> [SUPPLIED DATA]
-------------------------

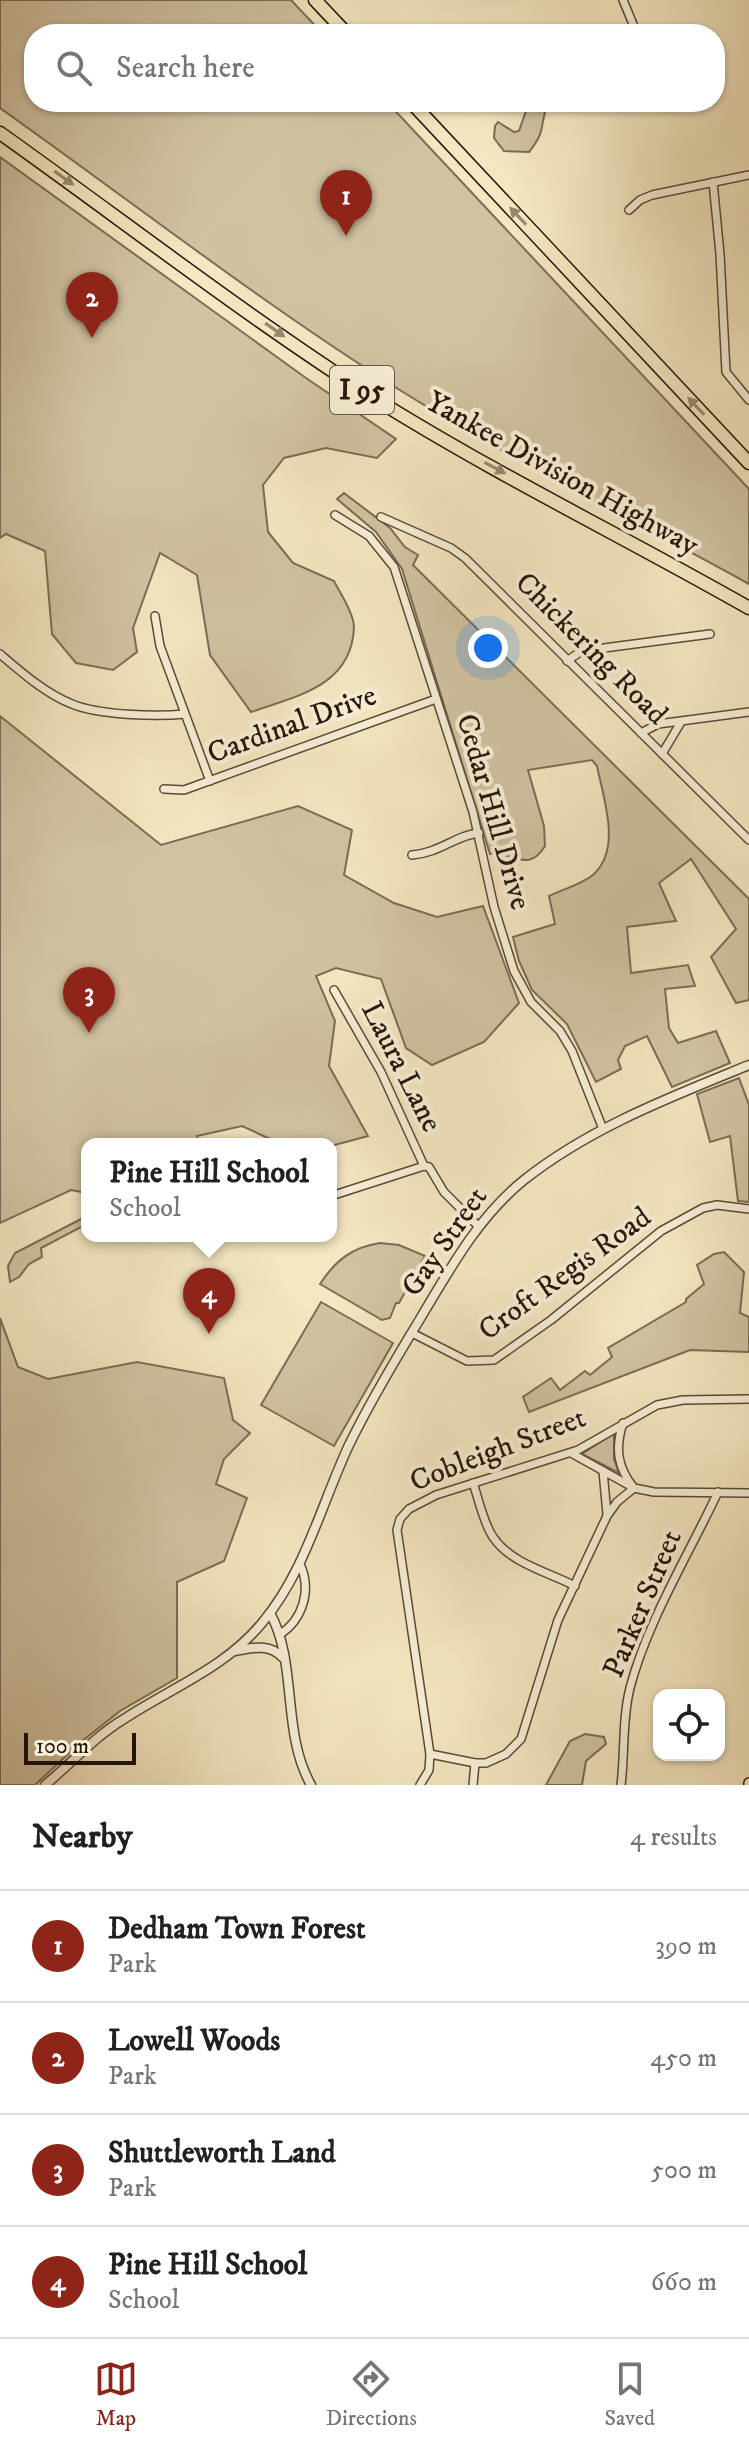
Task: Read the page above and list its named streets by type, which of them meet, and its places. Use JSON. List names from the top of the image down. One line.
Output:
{"streets":{"highway":["I 95","Yankee Division Highway"],"street":["Chickering Road","Cardinal Drive","Cedar Hill Drive","Laura Lane","Gay Street","Croft Regis Road","Cobleigh Street","Parker Street"]},"crossings":[["Cardinal Drive","Cedar Hill Drive"],["Cedar Hill Drive","Gay Street"],["Laura Lane","Gay Street"],["Gay Street","Croft Regis Road"]],"one_way":["Yankee Division Highway"],"scale_bar":"100 m","page":{"search":"Search here","pins":["1","2","3","4"],"popup":["Pine Hill School","School"],"scale":"100 m","heading":["Nearby","4 results"],"list":[{"mark":"1","name":"Dedham Town Forest","note":"Park","value":"390 m"},{"mark":"2","name":"Lowell Woods","note":"Park","value":"450 m"},{"mark":"3","name":"Shuttleworth Land","note":"Park","value":"500 m"},{"mark":"4","name":"Pine Hill School","note":"School","value":"660 m"}],"nav":["Map","Directions","Saved"]}}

-------------------------

> [AIM OF THE EXERCISE]
Could you print the listing above exactly, without the pictures?

> [RESPONSE BELOW]
Task: Read the page above and list its named streets by type, which of them meet, and its places. Use JSON. List names from the top of the image down. One line.
Output:
{"streets":{"highway":["I 95","Yankee Division Highway"],"street":["Chickering Road","Cardinal Drive","Cedar Hill Drive","Laura Lane","Gay Street","Croft Regis Road","Cobleigh Street","Parker Street"]},"crossings":[["Cardinal Drive","Cedar Hill Drive"],["Cedar Hill Drive","Gay Street"],["Laura Lane","Gay Street"],["Gay Street","Croft Regis Road"]],"one_way":["Yankee Division Highway"],"scale_bar":"100 m","page":{"search":"Search here","pins":["1","2","3","4"],"popup":["Pine Hill School","School"],"scale":"100 m","heading":["Nearby","4 results"],"list":[{"mark":"1","name":"Dedham Town Forest","note":"Park","value":"390 m"},{"mark":"2","name":"Lowell Woods","note":"Park","value":"450 m"},{"mark":"3","name":"Shuttleworth Land","note":"Park","value":"500 m"},{"mark":"4","name":"Pine Hill School","note":"School","value":"660 m"}],"nav":["Map","Directions","Saved"]}}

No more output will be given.